NEW YORK (CNN) - Two undocumented workers from Mexico and one from Ecuador have reached the settlement in court for months total $ 3.85 million for damage to New York construction-site accident, a lawyer for the men announced Wednesday.
"All three cases involve the construction and very dangerous working conditions," the lawyer, Brian O'Dwyer, said in a news conference. "We are here to re-emphasize - as we have in the past - to the Latino community and all undocumented workers that they have the same rights on the job as New York residents."
A 33-year-old undocumented plumber from Mexico who scalded by exploding in the Wall Street pipeline construction site in 2004, he settled a claim for damage to $ 2.5 million, according to a statement given to reporters at the news conference. Married father of two, who said he still has nightmares from the accident, hopes to open a restaurant or bar with the settlement money, his cousin to the journalist.
In a separate statement, the owner of the Wall Street site only said that the plumber injury is "work directly by [the] contractor and not by property owners and management agents." Achieved through public relations company, a spokesperson for the contractor, Equities swig, did not have comments.
Other undocumented Mexican workers suffered severe injury to the left leg and other parts of the body when a steel beam fell on the lower body in a building in downtown Manhattan site, a statement said the news conference. The 52-year-old he settled a claim against damage Beway Realty Corp. and FJ Sciame Construction Co. Inc. for $ 750,000, according to the statement.
David Koeppel, the members Beway Realty, said he was not familiar with the case. FJ Sciame Construction, the contractor's site, does not answer the question.
A 36-year-old Ecuadorian laborers who work in the Arverne by the Sea community in Queens - an environment The New York Times called "bright spot" in the housing market to a strong sales and low foreclosure rates - that settled the damage claim for $ 600,000, news conference statement said. He was injured when three 44x10-foot trusses, each weighing 200 pounds, to collapse on him in August 2007, fracturing his hip and caused other injuries, according to the statement.
Father of three, who has worked in construction for more than a decade and the companies own the property at the time of the accident, said he was very sad after the accident because he does not know how he will support his family. Two sons, now 7 and 8, and 16-year-old daughter was born in the United States.
"The contractors are trying to blame me," he said at the news conference, speaking in Spanish. What message it will give other workers? "Do not be afraid to talk to a lawyer."
Although he has not been enough to return to continue the construction work, he hopes to use the settlement money to build a house for his family in New Jersey.
Left a message for the Beechwood Organization, developers of Arverne by the Sea, could not be found.
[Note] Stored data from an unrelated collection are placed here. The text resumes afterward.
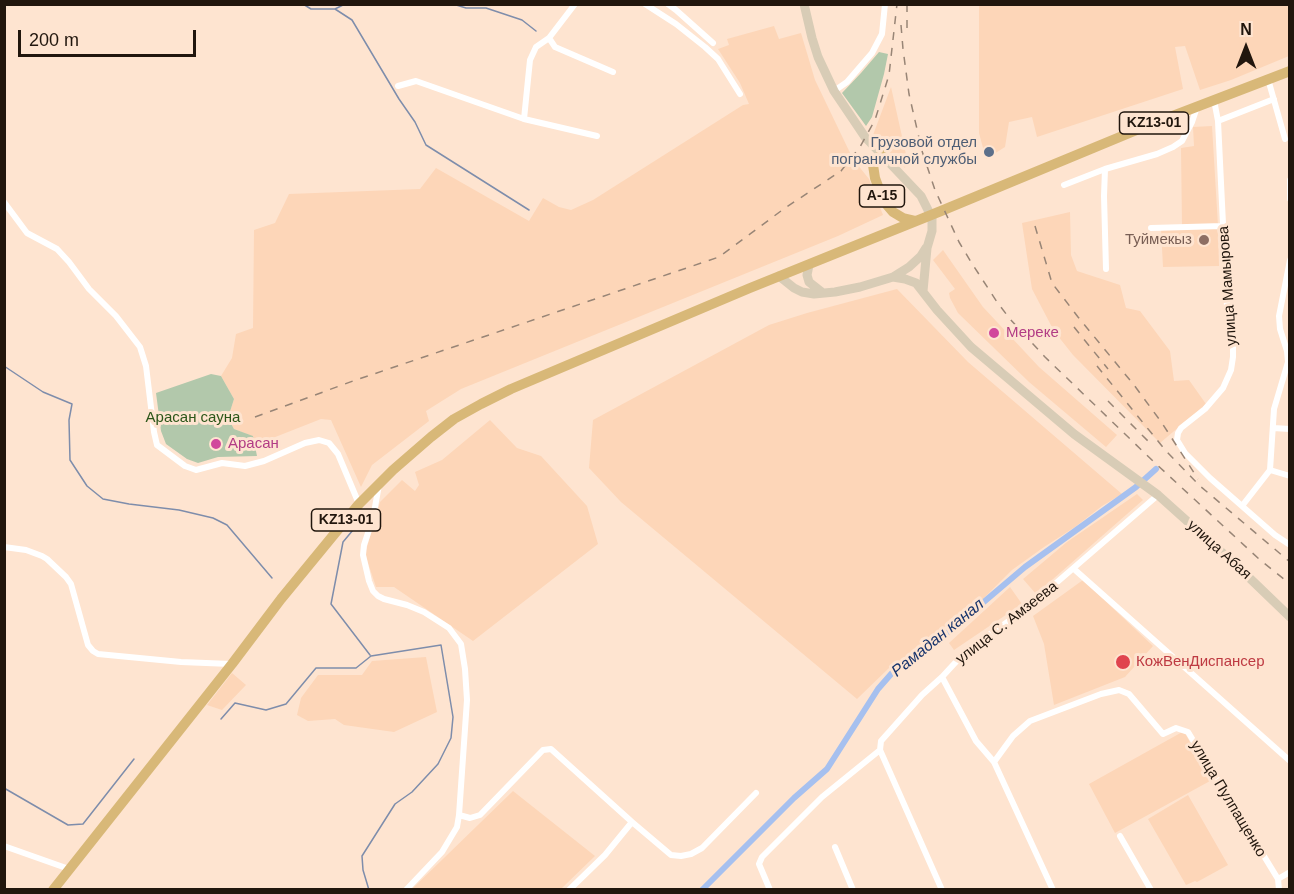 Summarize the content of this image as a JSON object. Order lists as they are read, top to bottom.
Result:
{
  "streets": {
    "highway": ["KZ13-01", "A-15"],
    "main road": ["улица Абая"],
    "street": ["улица Мамырова", "улица С. Амзеева", "улица Пулпащенко"]
  },
  "crossings": [
    ["KZ13-01", "A-15"],
    ["KZ13-01", "улица Мамырова"],
    ["улица Абая", "улица С. Амзеева"]
  ],
  "water": ["Рамадан канал"],
  "parks": ["Арасан сауна"],
  "places": [
    "Грузовой отдел пограничной службы",
    "Туймекыз",
    "Мереке",
    "Арасан",
    "КожВенДиспансер"
  ],
  "scale_bar": "200 m",
  "north": "top"
} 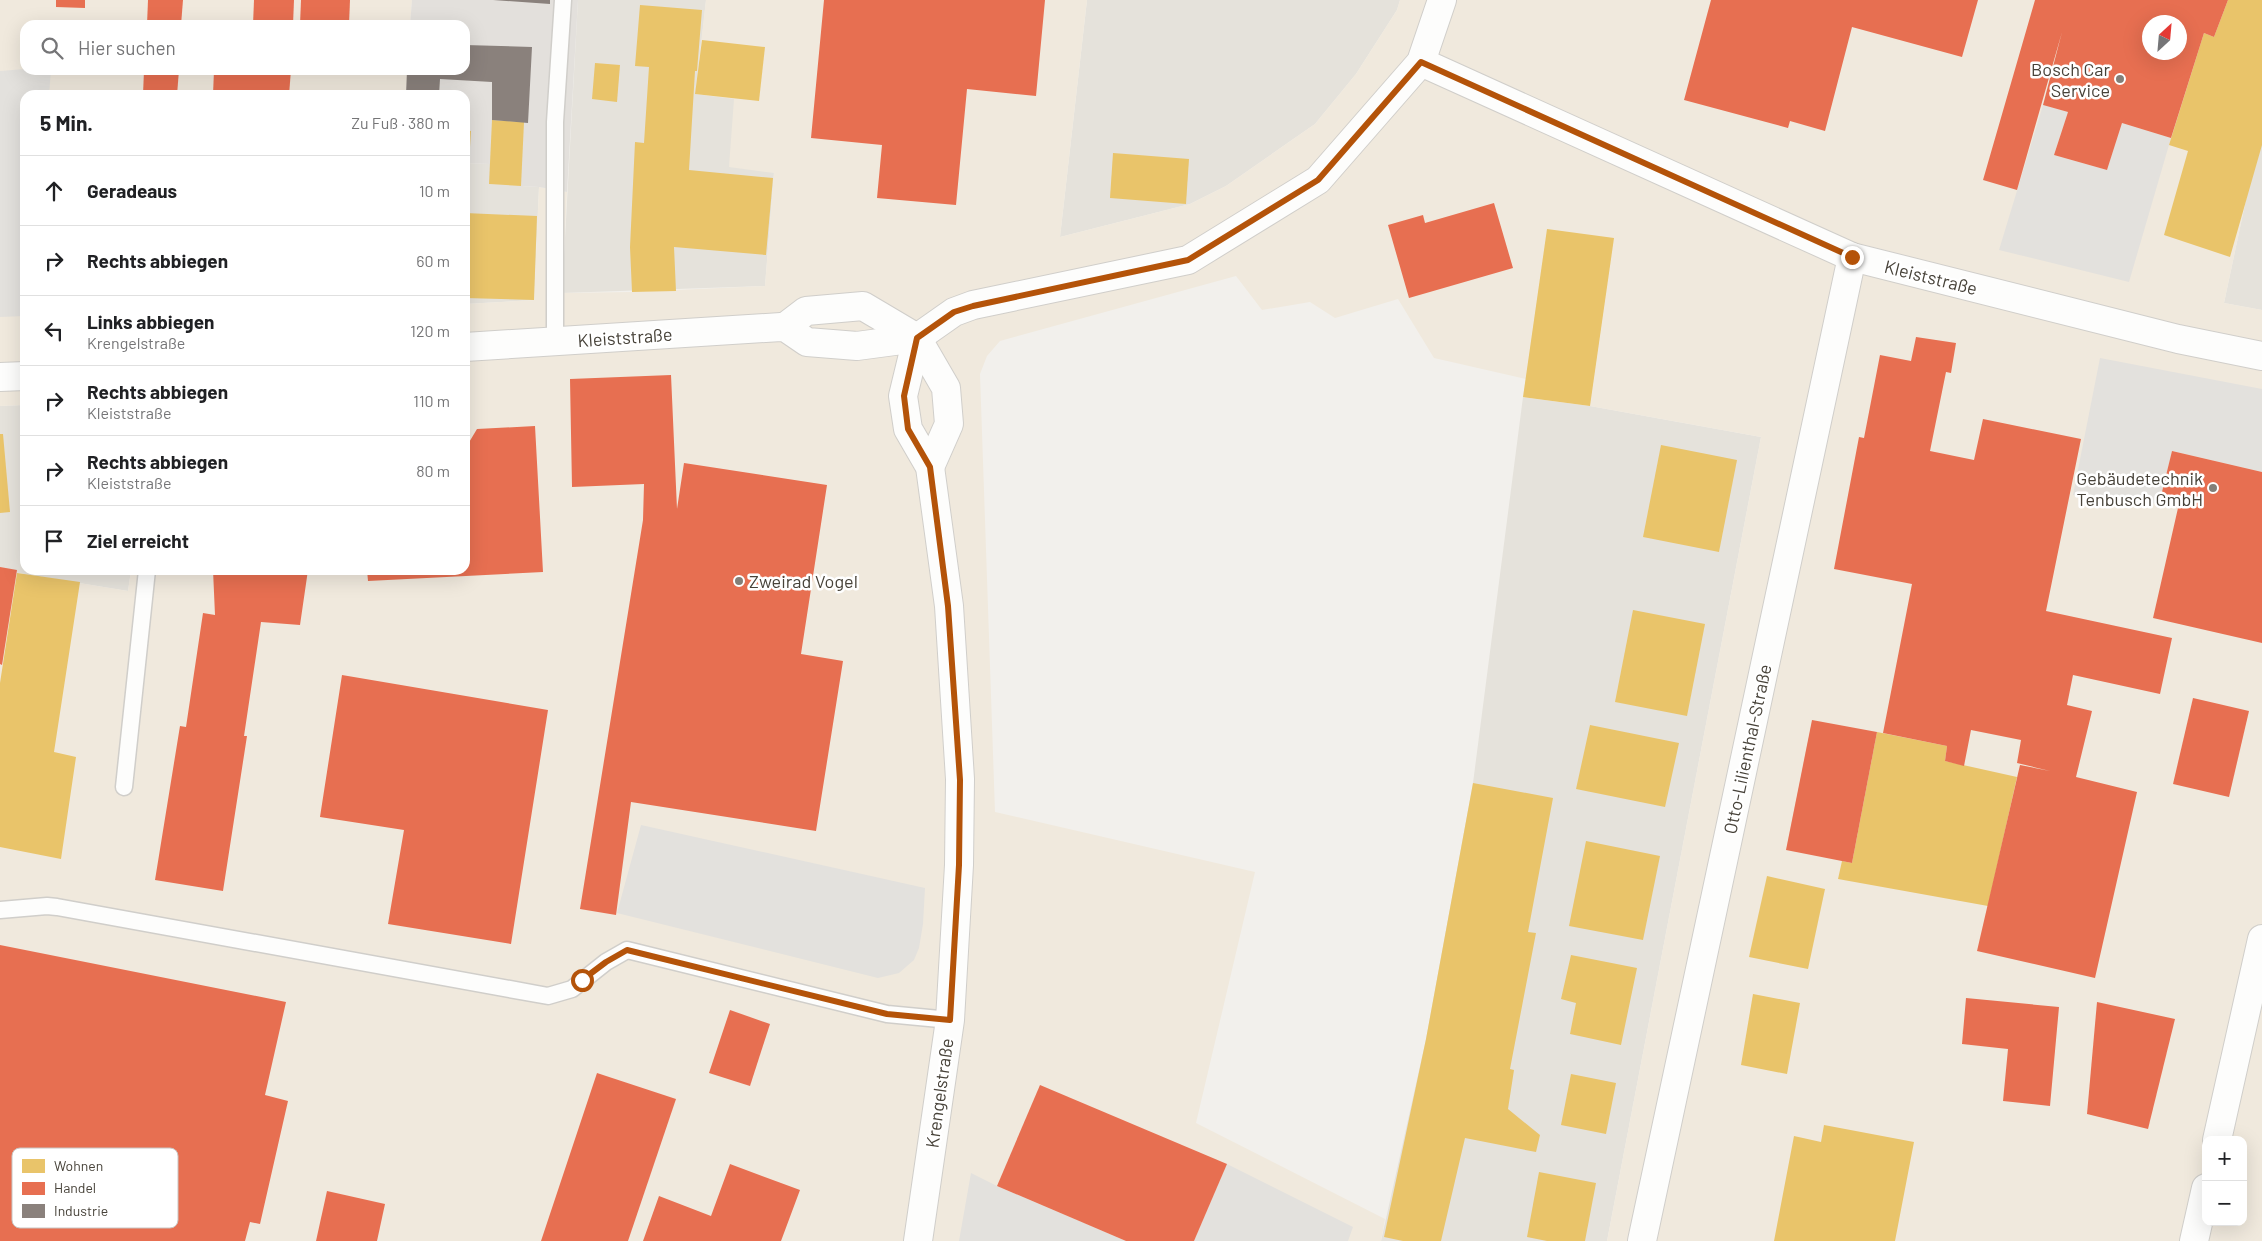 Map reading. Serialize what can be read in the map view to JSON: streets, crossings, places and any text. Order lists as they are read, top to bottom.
{
  "streets": {
    "street": ["Kleiststraße", "Otto-Lilienthal-Straße", "Krengelstraße"]
  },
  "crossings": [
    ["Kleiststraße", "Otto-Lilienthal-Straße"]
  ],
  "places": ["Bosch Car Service", "Gebäudetechnik Tenbusch GmbH", "Zweirad Vogel"],
  "legend": ["Wohnen", "Handel", "Industrie"],
  "north": "top right",
  "page": {
    "search": "Hier suchen",
    "heading": ["5 Min.", "Zu Fuß · 380 m"],
    "list": [
      ["Geradeaus", "10 m"],
      ["Rechts abbiegen", "60 m"],
      ["Links abbiegen", "Krengelstraße", "120 m"],
      ["Rechts abbiegen", "Kleiststraße", "110 m"],
      ["Rechts abbiegen", "Kleiststraße", "80 m"],
      "Ziel erreicht"
    ],
    "map_buttons": ["+", "−"]
  }
} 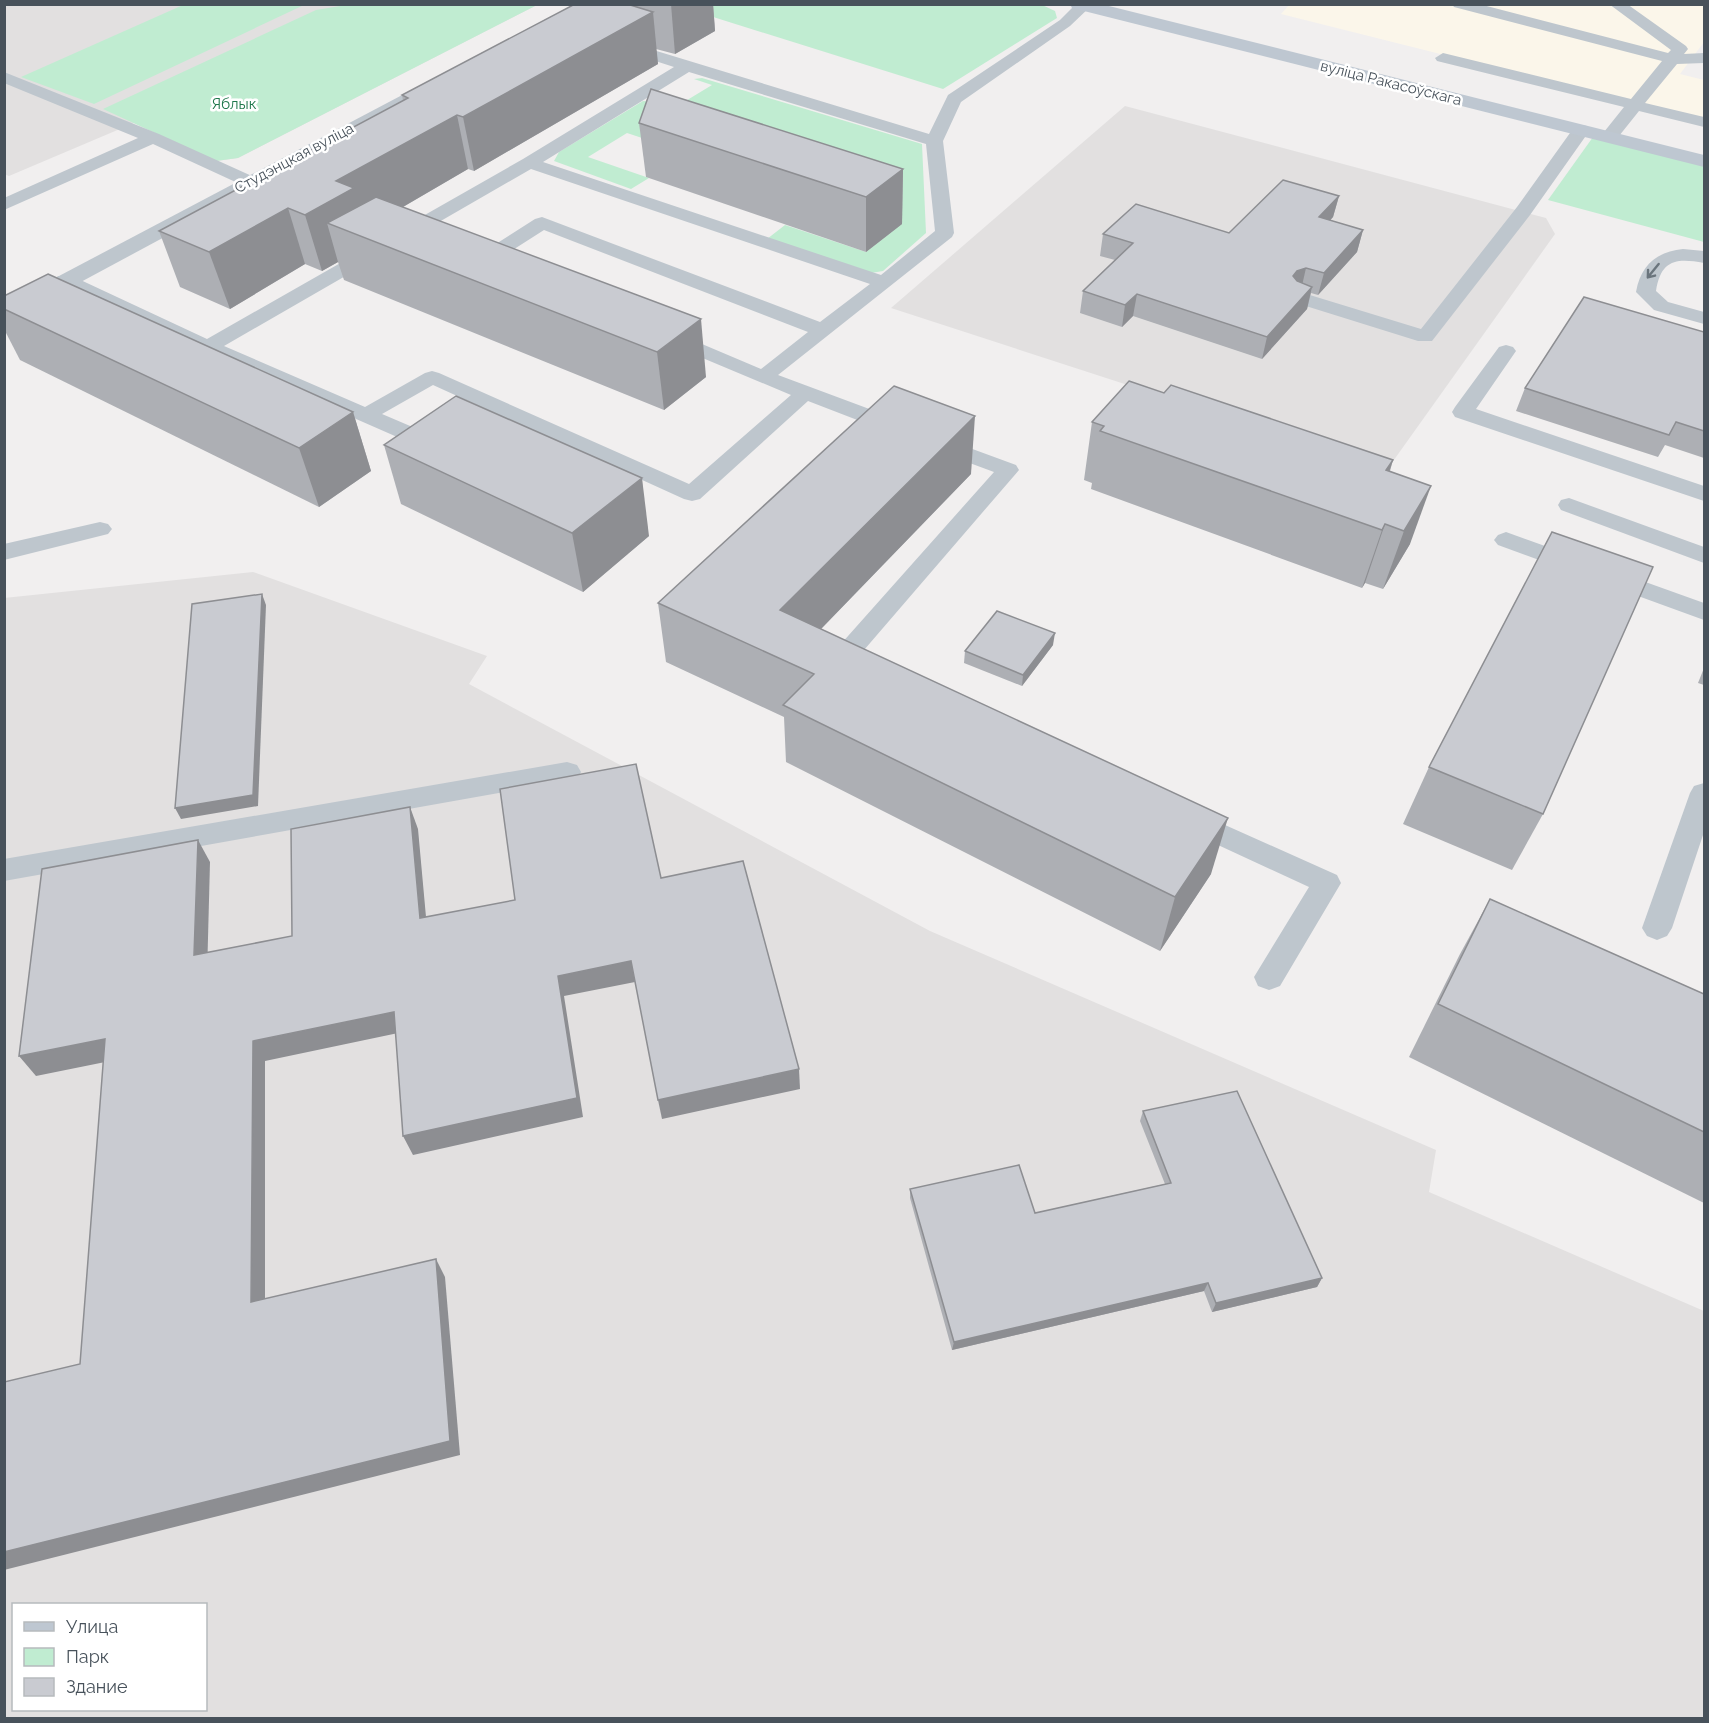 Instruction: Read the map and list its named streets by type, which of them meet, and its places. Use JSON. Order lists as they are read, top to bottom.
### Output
{
  "streets": {
    "main road": ["вуліца Ракасоўскага"],
    "street": ["Студэнцкая вуліца"]
  },
  "parks": ["Яблык"],
  "legend": ["Улица", "Парк", "Здание"]
} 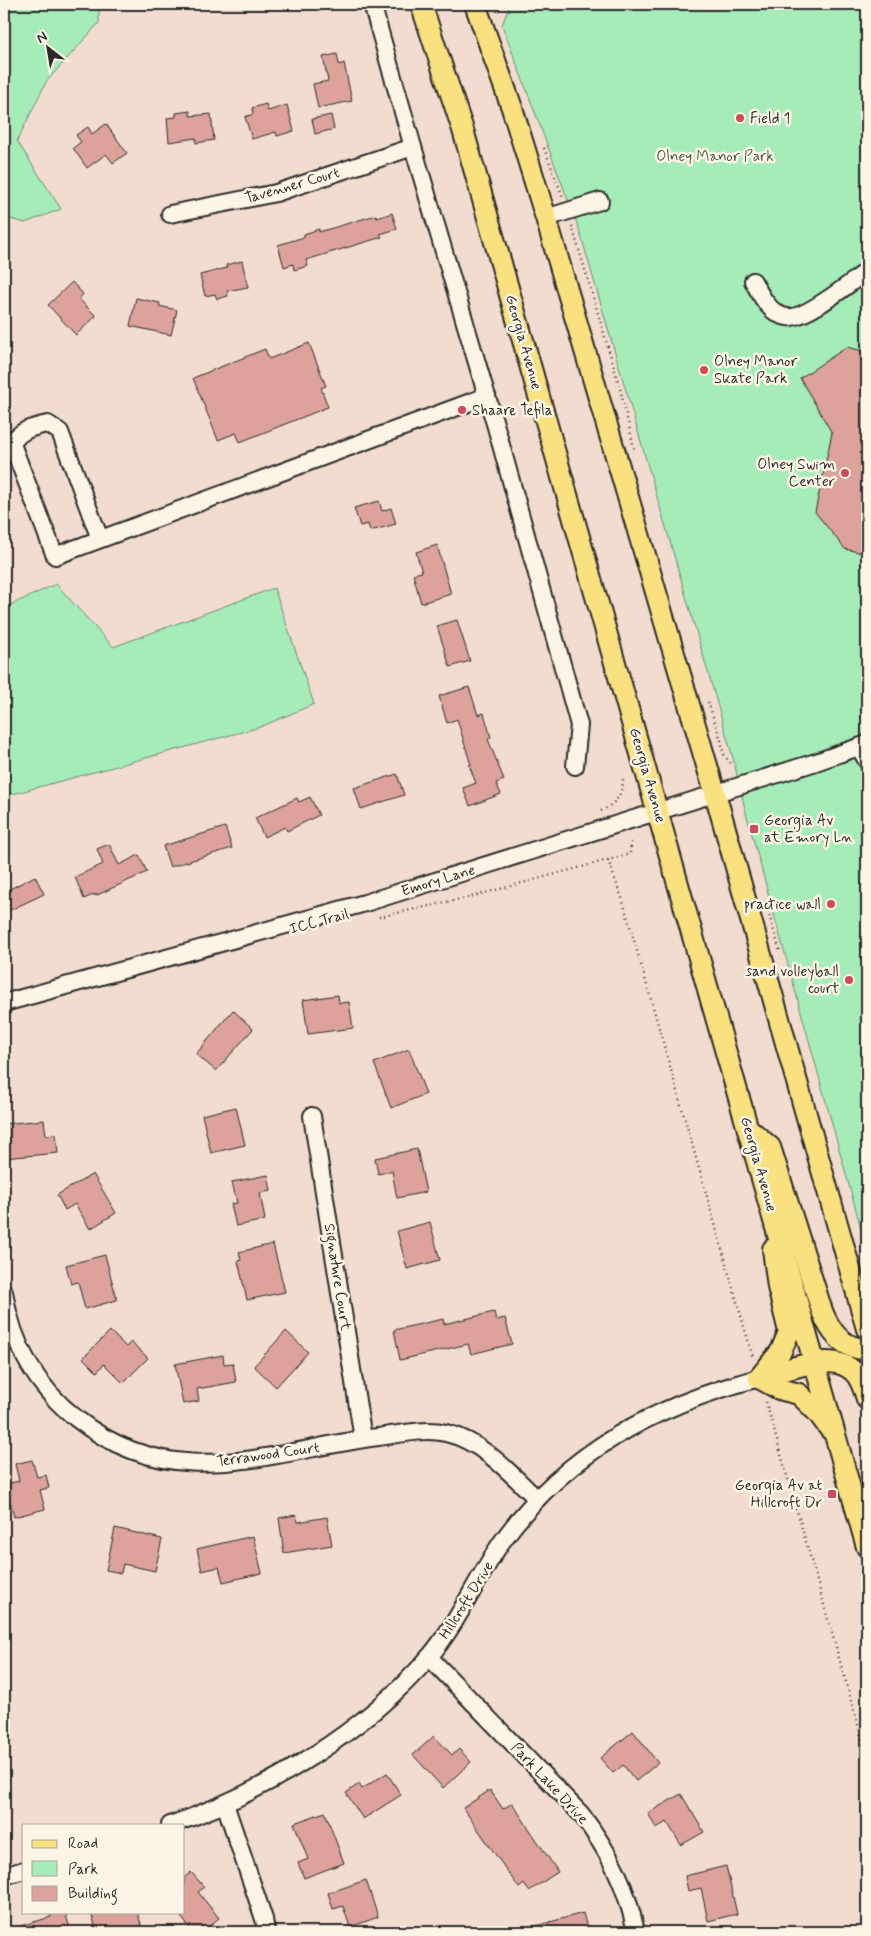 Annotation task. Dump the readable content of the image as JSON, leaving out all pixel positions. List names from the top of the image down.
{
  "streets": {
    "main road": ["Georgia Avenue"],
    "street": [
      "Tavenner Court",
      "Emory Lane",
      "Signature Court",
      "Terrawood Court",
      "Hillcroft Drive",
      "Park Lake Drive"
    ]
  },
  "crossings": [
    ["Georgia Avenue", "Emory Lane"],
    ["Signature Court", "Terrawood Court"],
    ["Terrawood Court", "Hillcroft Drive"],
    ["Hillcroft Drive", "Park Lake Drive"]
  ],
  "parks": ["Olney Manor Park"],
  "places": {
    "other": [
      "Field 1",
      "Olney Manor Skate Park",
      "Shaare Tefila",
      "Olney Swim Center",
      "practice wall",
      "sand volleyball court"
    ],
    "transit": ["Georgia Av at Emory Ln", "Georgia Av at Hillcroft Dr"]
  },
  "legend": ["Road", "Park", "Building"],
  "north": "top left"
}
Joel Magallan, executive director of Asociacion Tepeyac, an immigrant advocacy group, said that while construction work is often dangerous, undocumented workers tend to work on a site that does not have the equipment safety and OSHA regulations.
"This is a day for undocumented immigrants," said Magallan. "They need to know today that they have rights - the same rights as other workers who are U.S. citizens or permanent residents."
"Many workers who are threatened by their employers with deportation if they discharge or take cases to court," said O'Dwyer. "What we found is usually working on site in New York is a death that occurred in the proportion of far documented their work in the workplace, and that is because of the fact that they did not receive the protection of safety," he said.
In 2005, O'Dwyer won the historic $ 4 million settlement for 33-year-old Mexican worker who was killed on the 30th floor a building accident in the Bronx. Workers who are injured, hospitalized during the four months and seven surgeries after the accident in 2001, told CNN on Wednesday that the workers - documented or undocumented - should not be afraid to defend their rights.
Although illegal for employers to knowingly hire undocumented workers, according to New York City Mayor's Office of Immigration Affairs, if undocumented workers who are hired by a company, then he is entitled to be paid minimum wage and overtime, the right to protection of health and safety, and rights to improve conditions for workers.
"Each of these people have been injured in the course they are working on the construction site, immigration status and they are not relevant to their right to seek redress for their injuries," O'Dwyer explained in a statement. "Enforce the law requiring a safe workplace to serve the interests of all Americans, whether they are citizens or not."
The people involved in the settlement say they choose to remain anonymous to protect the family outside of the United States, which can be a target of the abduction scheme if they become a residential community.